Trump’s motives laid bare
President Trump’s profanely expressed racism has reverberated across the nation and globe, roiling international relationships and his anti-immigration agenda. He and his allies were rattled enough to venture a series of dubious, hairsplitting denials.
Anyone acquainted with Trump’s history of race-baiting might wonder why he would take pains to obfuscate the latest example. The answer is that his campaign against nonwhite immigration relies on the thin pretense that the law, economics, security or anything else besides ethnicity is at issue. Deploring legal immigration for no reason other than its origin threatens to expose his project as politically untenable bigotry.
Trump reportedly longed for immigration from Europe rather than “shithole countries” in Africa, the Caribbean and Central America when presented with a bipartisan agreement to restore Deferred Action for Childhood Arrivals, or DACA, President Barack Obama’s order protecting those brought to the country illegally as minors. Accounts by the Washington Post and others were confirmed in no uncertain terms by Sen. Dick Durbin, D-Ill. and, in essence, by Sen. Lindsey Graham, R-S.C., both of whom attended the Oval Office meeting.
The denials, by contrast, were worded all too carefully. Sens. Tom Cotton, R-Ark., and David Perdue, R-Ga., who were also present, said initially that they did “not recall the president saying these comments specifically” and later that he didn’t utter that particular obscenity. Trump Homeland Security Secretary Kirstjen Nielsen maintained that she didn’t “recall him saying that exact phrase.” Trump himself said his language at the meeting “was tough, but this was not the language used.” The delicate distinctions apparently at issue concerned whether Trump applied the vulgarity only to Africa or also to Haiti and El Salvador and, of even weightier diplomatic significance, whether he actually said “shithouse” or “shithole.”

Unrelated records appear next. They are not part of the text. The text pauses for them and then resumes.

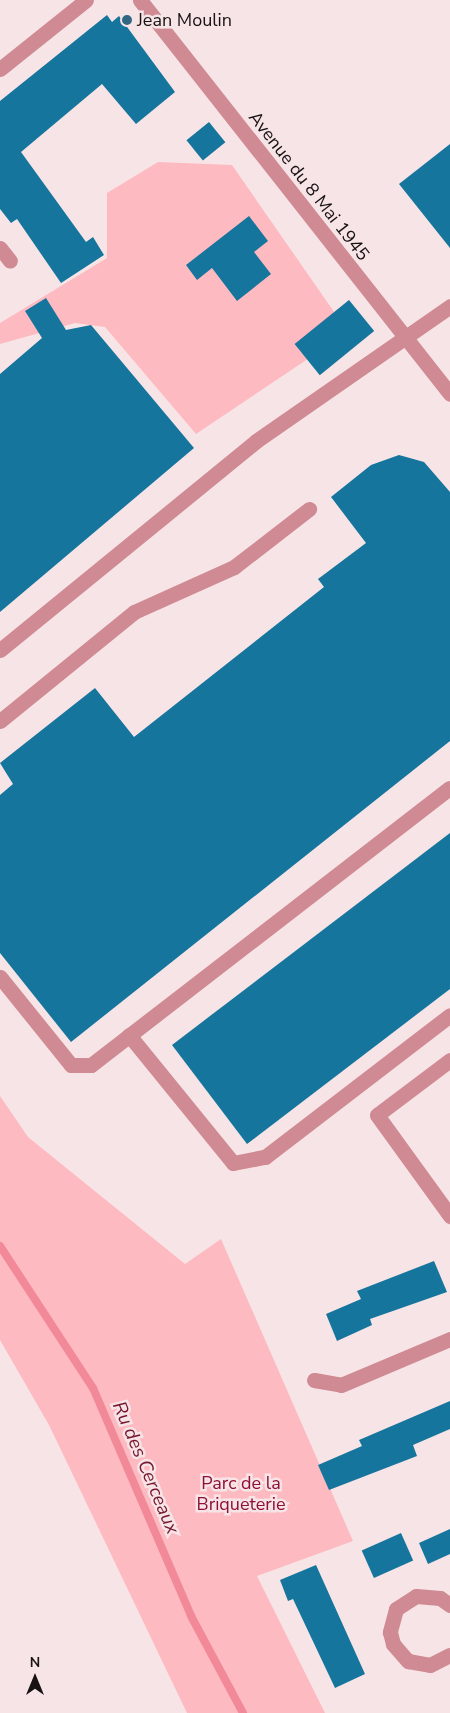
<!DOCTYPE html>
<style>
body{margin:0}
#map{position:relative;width:450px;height:1713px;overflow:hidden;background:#f7e4e6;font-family:"Nunito Sans",sans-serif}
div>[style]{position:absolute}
.green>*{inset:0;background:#febac1}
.stream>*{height:8px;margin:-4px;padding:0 4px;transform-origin:4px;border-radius:4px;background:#f28998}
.building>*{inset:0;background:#15759d;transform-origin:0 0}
.minor>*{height:15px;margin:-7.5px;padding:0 7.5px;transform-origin:7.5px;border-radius:7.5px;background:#cf8a93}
.dots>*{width:14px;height:14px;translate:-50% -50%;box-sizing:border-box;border:2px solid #f7e4e6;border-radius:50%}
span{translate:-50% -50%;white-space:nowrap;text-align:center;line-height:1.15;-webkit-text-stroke:5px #f7e4e6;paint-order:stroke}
.poi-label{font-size:18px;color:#181212}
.left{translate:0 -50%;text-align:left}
.street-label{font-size:18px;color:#181212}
.park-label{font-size:18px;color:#8f0f36}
.water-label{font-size:19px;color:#761930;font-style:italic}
.north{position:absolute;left:10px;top:1653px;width:50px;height:50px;-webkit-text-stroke:4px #f7e4e6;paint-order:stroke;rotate:0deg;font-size:14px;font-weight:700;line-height:20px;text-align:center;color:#181212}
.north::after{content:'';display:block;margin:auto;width:18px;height:22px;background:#181212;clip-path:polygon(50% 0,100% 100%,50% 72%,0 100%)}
</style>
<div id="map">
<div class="green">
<i style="clip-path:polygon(158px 162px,232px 165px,348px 332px,196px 434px,105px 327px,75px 323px,0 344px,0 323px,107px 258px,107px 193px)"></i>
<i style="clip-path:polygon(0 1096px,28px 1137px,185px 1264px,221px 1239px,353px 1541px,257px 1576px,325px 1713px,187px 1713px,49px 1425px,0 1340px)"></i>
</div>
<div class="stream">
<i style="left:0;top:1246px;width:170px;rotate:56.8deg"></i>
<i style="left:93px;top:1388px;width:248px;rotate:66.7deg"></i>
<i style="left:191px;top:1616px;width:110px;rotate:61.8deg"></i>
</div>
<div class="building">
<i style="clip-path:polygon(107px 15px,112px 22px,119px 16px,175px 92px,136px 124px,102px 84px,21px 152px,86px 242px,93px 237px,104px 255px,61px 283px,17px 219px,11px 223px,0 209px,0 101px)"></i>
<i style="left:209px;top:122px;width:26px;height:29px;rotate:51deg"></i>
<i style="clip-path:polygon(450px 144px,450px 248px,399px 184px)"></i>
<i style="clip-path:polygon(249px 216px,268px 241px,254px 252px,271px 274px,237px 301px,212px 268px,197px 280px,186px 265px)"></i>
<i style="clip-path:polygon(46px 298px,66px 330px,91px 325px,194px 448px,0 612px,0 374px,42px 338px,25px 311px)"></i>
<i style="left:349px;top:300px;width:40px;height:70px;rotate:51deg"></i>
<i style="clip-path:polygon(399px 455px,424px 462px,450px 492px,450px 741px,71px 1042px,0 953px,0 795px,13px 784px,0 763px,95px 688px,134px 737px,324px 587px,318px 579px,366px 543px,331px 497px,371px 465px)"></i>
<i style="clip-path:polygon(450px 833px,450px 989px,247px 1144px,172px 1045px)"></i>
<i style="clip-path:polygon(434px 1261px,447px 1292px,370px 1319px,372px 1325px,337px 1341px,326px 1314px,361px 1299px,357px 1291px)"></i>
<i style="clip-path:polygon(450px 1401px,450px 1429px,413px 1445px,417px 1456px,329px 1490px,318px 1465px,362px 1446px,359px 1440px)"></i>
<i style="clip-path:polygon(450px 1529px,450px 1554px,428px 1564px,419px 1543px)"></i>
<i style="left:401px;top:1533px;width:30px;height:43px;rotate:66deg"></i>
<i style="clip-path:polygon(316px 1565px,365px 1674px,335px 1688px,293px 1599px,288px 1601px,280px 1580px)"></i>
</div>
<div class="minor">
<i style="left:140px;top:0;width:501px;rotate:51.8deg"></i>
<i style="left:0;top:69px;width:110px;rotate:-38.7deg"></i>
<i style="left:0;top:248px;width:16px;rotate:52deg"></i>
<i style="left:0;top:650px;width:330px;rotate:-39.2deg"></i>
<i style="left:256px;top:441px;width:236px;rotate:-34.8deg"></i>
<i style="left:0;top:721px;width:173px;rotate:-39.1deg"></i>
<i style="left:134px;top:612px;width:110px;rotate:-24.2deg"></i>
<i style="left:234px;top:567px;width:95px;rotate:-37.7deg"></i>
<i style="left:0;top:977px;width:113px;rotate:51.1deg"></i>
<i style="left:71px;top:1065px;width:20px"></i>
<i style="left:91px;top:1065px;width:453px;rotate:-37.7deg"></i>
<i style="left:129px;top:1035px;width:165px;rotate:50.9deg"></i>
<i style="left:233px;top:1163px;width:33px;rotate:-11deg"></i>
<i style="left:265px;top:1157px;width:233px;rotate:-37.5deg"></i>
<i style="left:450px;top:1060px;width:91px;rotate:143deg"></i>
<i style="left:377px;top:1115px;width:125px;rotate:54.1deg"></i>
<i style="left:314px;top:1380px;width:27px;rotate:10deg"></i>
<i style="left:341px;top:1385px;width:118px;rotate:-22.9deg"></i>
<i style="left:450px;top:1605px;width:12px;rotate:-145deg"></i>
<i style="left:440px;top:1598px;width:24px;rotate:-175deg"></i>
<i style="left:416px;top:1596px;width:24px;rotate:147deg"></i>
<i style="left:396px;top:1609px;width:24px;rotate:105deg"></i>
<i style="left:390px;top:1632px;width:12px;rotate:76deg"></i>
<i style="left:393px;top:1644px;width:23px;rotate:49deg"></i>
<i style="left:408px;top:1661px;width:22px;rotate:10deg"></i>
<i style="left:430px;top:1665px;width:22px;rotate:-27deg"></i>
</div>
<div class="dots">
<i style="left:127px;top:20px;background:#316783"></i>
</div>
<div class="poi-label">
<span class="left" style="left:137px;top:20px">Jean Moulin</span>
</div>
<div class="street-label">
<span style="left:309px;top:186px;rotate:52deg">Avenue du 8 Mai 1945</span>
</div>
<div class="park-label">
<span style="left:241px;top:1494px">Parc de la<br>Briqueterie</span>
</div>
<div class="water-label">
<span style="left:145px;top:1468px;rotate:67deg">Ru des Cerceaux</span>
</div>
<div class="north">N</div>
</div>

No matter which excrementbased epithet the president applied to other people’s homelands, the trouble for him and his allies is not just that governments from Pretoria to Port-au-Prince are demanding an explanation. It’s that he plainly admitted — on the weekend set aside to honor the Rev. Martin Luther King Jr., no less — that this all comes down to sorting one color from another, a habit that is rooted deep in the president’s past and extends even to his prolific junk food consumption.

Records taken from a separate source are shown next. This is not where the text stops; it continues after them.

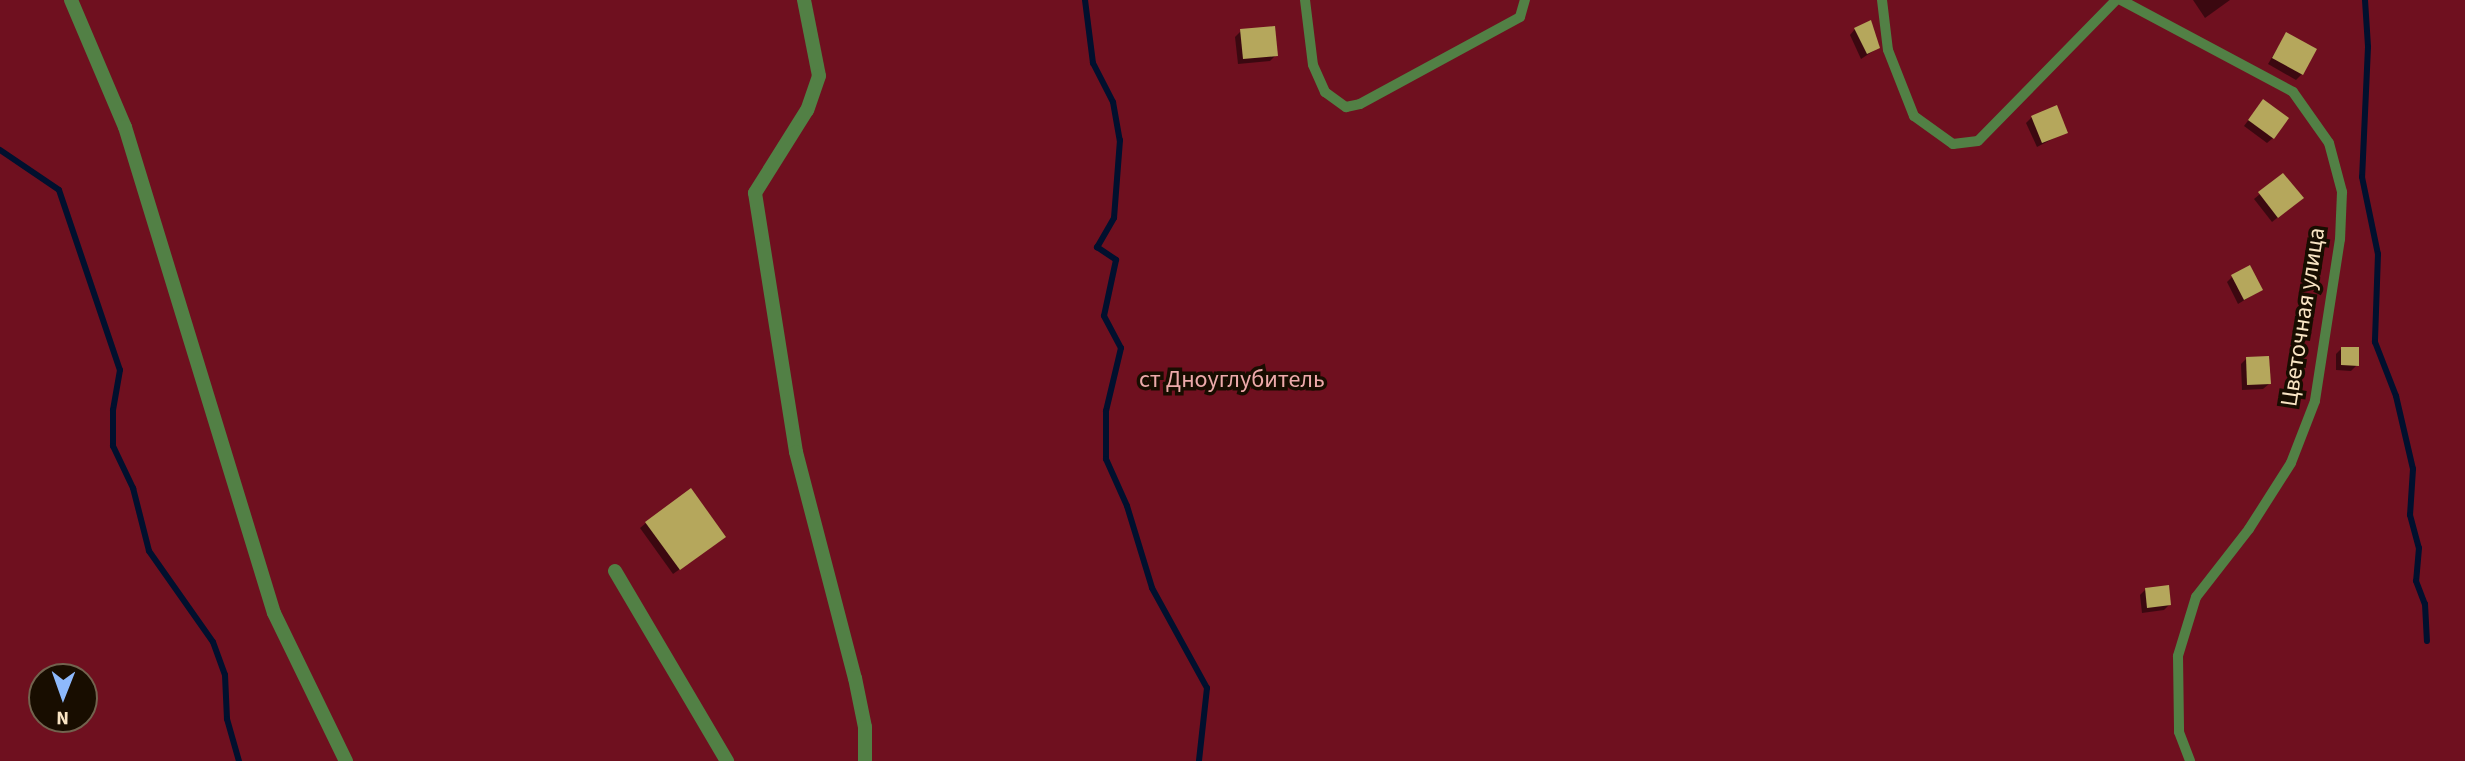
<!DOCTYPE html>
<html>
<head>
<meta charset="utf-8">
<style>
	body { margin:0 }
	#map { position:relative; width:2465px; height:761px; overflow:hidden; background:#352200; font-family:"Source Sans 3",sans-serif }
	div>[style] { position:absolute }
	.green>* { inset:0; background:#6f101f }
	.shadow>* { inset:0; background:#0007 }
	.stream>* { height:6px; margin:-3px; padding:0 3px; transform-origin:3px; border-radius:3px; background:#01102e }
	.building>* { inset:0; background:#b5a75c }
	.service>* { height:10px; margin:-5px; padding:0 5px; transform-origin:5px; border-radius:5px; background:#528045 }
	.minor>* { height:14px; margin:-7px; padding:0 7px; transform-origin:7px; border-radius:7px; background:#528045 }
	span { translate:-50% -50%; white-space:nowrap; text-align:center; line-height:1.15; -webkit-text-stroke:7px #180d00; paint-order:stroke }
	.street-label { font-size:24px; color:#f9e4c3 }
	.park-label { font-size:24px; color:#edaaaa }
	.north { position:absolute; left:28px; top:663px; width:70px; height:70px; box-sizing:border-box; background:#180d00; border:2px solid #72634e; border-radius:50%; rotate:181deg; font-size:19px; font-weight:700; line-height:28px; text-align:center; color:#f9e4c3 }
	.north::after { content:''; display:block; margin:auto; width:24px; height:32px; background:#8eb9fc; clip-path:polygon(50% 0,100% 100%,50% 72%,0 100%) }
</style>
</head>
<body>
<div id="map">
	<div class="green">
		<div style="clip-path:polygon(evenodd,0 0,2465px 0,2465px 761px,0 761px,0 0,42px 677px,84px 677px,84px 719px,42px 719px,42px 677px)"></div>
	</div>
	<div class="shadow">
		<div style="clip-path:polygon(2193px 0,2230px 0,2205px 18px)"></div>
		<div style="clip-path:polygon(1855px 29px,1878px 48px,1861px 59px,1850px 35px)"></div>
		<div style="clip-path:polygon(1241px 31px,1276px 55px,1270px 61px,1238px 64px,1235px 37px)"></div>
		<div style="clip-path:polygon(2286px 34px,2302px 74px,2296px 80px,2268px 64px)"></div>
		<div style="clip-path:polygon(2263px 101px,2273px 138px,2267px 143px,2244px 126px)"></div>
		<div style="clip-path:polygon(2032px 117px,2066px 132px,2037px 147px,2026px 123px)"></div>
		<div style="clip-path:polygon(2283px 175px,2296px 203px,2272px 222px,2254px 199px)"></div>
		<div style="clip-path:polygon(2232px 277px,2261px 290px,2238px 304px,2227px 282px)"></div>
		<div style="clip-path:polygon(2342px 348px,2357px 365px,2351px 371px,2336px 370px,2336px 354px)"></div>
		<div style="clip-path:polygon(2246px 359px,2269px 384px,2263px 389px,2242px 390px,2241px 364px)"></div>
		<div style="clip-path:polygon(646px 523px,718px 542px,673px 574px,640px 528px)"></div>
		<div style="clip-path:polygon(2145px 590px,2170px 604px,2164px 610px,2142px 613px,2140px 595px)"></div>
	</div>
	<div class="stream">
		<div style="left:1085px;top:0;width:64px;rotate:82.8deg"></div>
		<div style="left:1093px;top:63px;width:44px;rotate:62.9deg"></div>
		<div style="left:1113px;top:102px;width:39px;rotate:80deg"></div>
		<div style="left:1120px;top:140px;width:78px;rotate:94.4deg"></div>
		<div style="left:1114px;top:218px;width:34px;rotate:120deg"></div>
		<div style="left:1097px;top:247px;width:23px;rotate:34deg"></div>
		<div style="left:1116px;top:260px;width:57px;rotate:102.1deg"></div>
		<div style="left:1104px;top:316px;width:36px;rotate:62deg"></div>
		<div style="left:1121px;top:348px;width:65px;rotate:103.4deg"></div>
		<div style="left:1106px;top:411px;width:48px;rotate:90deg"></div>
		<div style="left:1106px;top:459px;width:51px;rotate:65.9deg"></div>
		<div style="left:1127px;top:506px;width:86px;rotate:73deg"></div>
		<div style="left:1152px;top:588px;width:114px;rotate:61.2deg"></div>
		<div style="left:1207px;top:688px;width:73px;rotate:96.3deg"></div>
		<div style="left:2365px;top:0;width:47px;rotate:86.3deg"></div>
		<div style="left:2368px;top:47px;width:130px;rotate:92.6deg"></div>
		<div style="left:2362px;top:177px;width:79px;rotate:78.3deg"></div>
		<div style="left:2378px;top:254px;width:88px;rotate:92deg"></div>
		<div style="left:2375px;top:342px;width:58px;rotate:68.7deg"></div>
		<div style="left:2396px;top:396px;width:75px;rotate:76.9deg"></div>
		<div style="left:2413px;top:469px;width:46px;rotate:93.7deg"></div>
		<div style="left:2410px;top:515px;width:34px;rotate:75deg"></div>
		<div style="left:2419px;top:548px;width:33px;rotate:95deg"></div>
		<div style="left:2416px;top:581px;width:25px;rotate:69deg"></div>
		<div style="left:2425px;top:604px;width:37px;rotate:87deg"></div>
		<div style="left:0;top:150px;width:71px;rotate:34.1deg"></div>
		<div style="left:59px;top:190px;width:190px;rotate:71.3deg"></div>
		<div style="left:120px;top:370px;width:41px;rotate:99.9deg"></div>
		<div style="left:113px;top:410px;width:36px;rotate:90deg"></div>
		<div style="left:113px;top:446px;width:47px;rotate:64.5deg"></div>
		<div style="left:133px;top:488px;width:65px;rotate:75.7deg"></div>
		<div style="left:149px;top:551px;width:111px;rotate:54.9deg"></div>
		<div style="left:213px;top:642px;width:35px;rotate:70deg"></div>
		<div style="left:225px;top:675px;width:44px;rotate:87.4deg"></div>
		<div style="left:227px;top:719px;width:44px;rotate:74.1deg"></div>
	</div>
	<div class="building">
		<div style="clip-path:polygon(1871px 20px,1880px 48px,1867px 54px,1854px 28px)"></div>
		<div style="clip-path:polygon(1275px 26px,1278px 56px,1243px 59px,1240px 29px)"></div>
		<div style="clip-path:polygon(2286px 32px,2317px 49px,2303px 75px,2272px 58px)"></div>
		<div style="clip-path:polygon(2263px 99px,2289px 118px,2274px 139px,2248px 120px)"></div>
		<div style="clip-path:polygon(2057px 105px,2068px 133px,2042px 143px,2031px 116px)"></div>
		<div style="clip-path:polygon(2283px 173px,2304px 198px,2278px 218px,2258px 192px)"></div>
		<div style="clip-path:polygon(2250px 265px,2263px 290px,2244px 300px,2231px 275px)"></div>
		<div style="clip-path:polygon(2341px 347px,2359px 347px,2359px 366px,2341px 365px)"></div>
		<div style="clip-path:polygon(2269px 356px,2271px 384px,2247px 385px,2246px 357px)"></div>
		<div style="clip-path:polygon(691px 488px,726px 537px,680px 570px,645px 522px)"></div>
		<div style="clip-path:polygon(2169px 585px,2171px 605px,2147px 608px,2145px 588px)"></div>
	</div>
	<div class="service">
		<div style="left:1305px;top:0;width:65px;rotate:83deg"></div>
		<div style="left:1313px;top:65px;width:30px;rotate:66deg"></div>
		<div style="left:1325px;top:92px;width:26px;rotate:36deg"></div>
		<div style="left:1346px;top:107px;width:14px;rotate:-12deg"></div>
		<div style="left:1360px;top:104px;width:182px;rotate:-28.5deg"></div>
		<div style="left:1520px;top:17px;width:18px;rotate:-74deg"></div>
		<div style="left:1882px;top:0;width:50px;rotate:83.2deg"></div>
		<div style="left:1888px;top:50px;width:71px;rotate:68.5deg"></div>
		<div style="left:1914px;top:116px;width:48px;rotate:35.7deg"></div>
		<div style="left:1953px;top:144px;width:25px;rotate:-7deg"></div>
		<div style="left:1978px;top:141px;width:197px;rotate:-45.6deg"></div>
		<div style="left:2121px;top:0;width:195px;rotate:28.1deg"></div>
		<div style="left:2293px;top:92px;width:62px;rotate:54.8deg"></div>
		<div style="left:2329px;top:143px;width:51px;rotate:75.1deg"></div>
		<div style="left:2342px;top:192px;width:47px;rotate:92.4deg"></div>
		<div style="left:2340px;top:239px;width:164px;rotate:98.8deg"></div>
		<div style="left:2315px;top:401px;width:66px;rotate:111.2deg"></div>
		<div style="left:2291px;top:463px;width:78px;rotate:122.5deg"></div>
		<div style="left:2249px;top:529px;width:86px;rotate:127.9deg"></div>
		<div style="left:2196px;top:597px;width:62px;rotate:107deg"></div>
		<div style="left:2178px;top:656px;width:76px;rotate:89.2deg"></div>
		<div style="left:2179px;top:732px;width:31px;rotate:69deg"></div>
	</div>
	<div class="minor">
		<div style="left:71px;top:0;width:138px;rotate:67deg"></div>
		<div style="left:125px;top:127px;width:508px;rotate:72.96deg"></div>
		<div style="left:274px;top:613px;width:165px;rotate:64.1deg"></div>
		<div style="left:804px;top:0;width:77px;rotate:78.8deg"></div>
		<div style="left:819px;top:76px;width:36px;rotate:109deg"></div>
		<div style="left:807px;top:110px;width:98px;rotate:122.1deg"></div>
		<div style="left:755px;top:193px;width:262px;rotate:81deg"></div>
		<div style="left:796px;top:452px;width:234px;rotate:75.4deg"></div>
		<div style="left:855px;top:678px;width:50px;rotate:78.5deg"></div>
		<div style="left:865px;top:727px;width:34px;rotate:90deg"></div>
		<div style="left:615px;top:571px;width:221px;rotate:59.5deg"></div>
	</div>
	<div class="street-label">
		<span style="left:2303px;top:317px;rotate:-81deg">Цветочная улица</span>
	</div>
	<div class="park-label">
		<span style="left:1232px;top:380px">ст Дноуглубитель</span>
	</div>
	<div class="north">N</div>
</div>
</body>
</html>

That is why the president was compelled to wax Nixonian by proclaiming “I’m not a racist,” while blaming the all-but-powerless Democrats for failing to restore DACA. In fact, it was Trump who rescinded those protections and, rather than using those affected as hostages to push effectively complexionbased restrictions on legal immigration, could grant them relief if he wanted to with the stroke of a pen. His vulgar commentary is dogging him because it explains, in damning and unvarnished terms, why he won’t.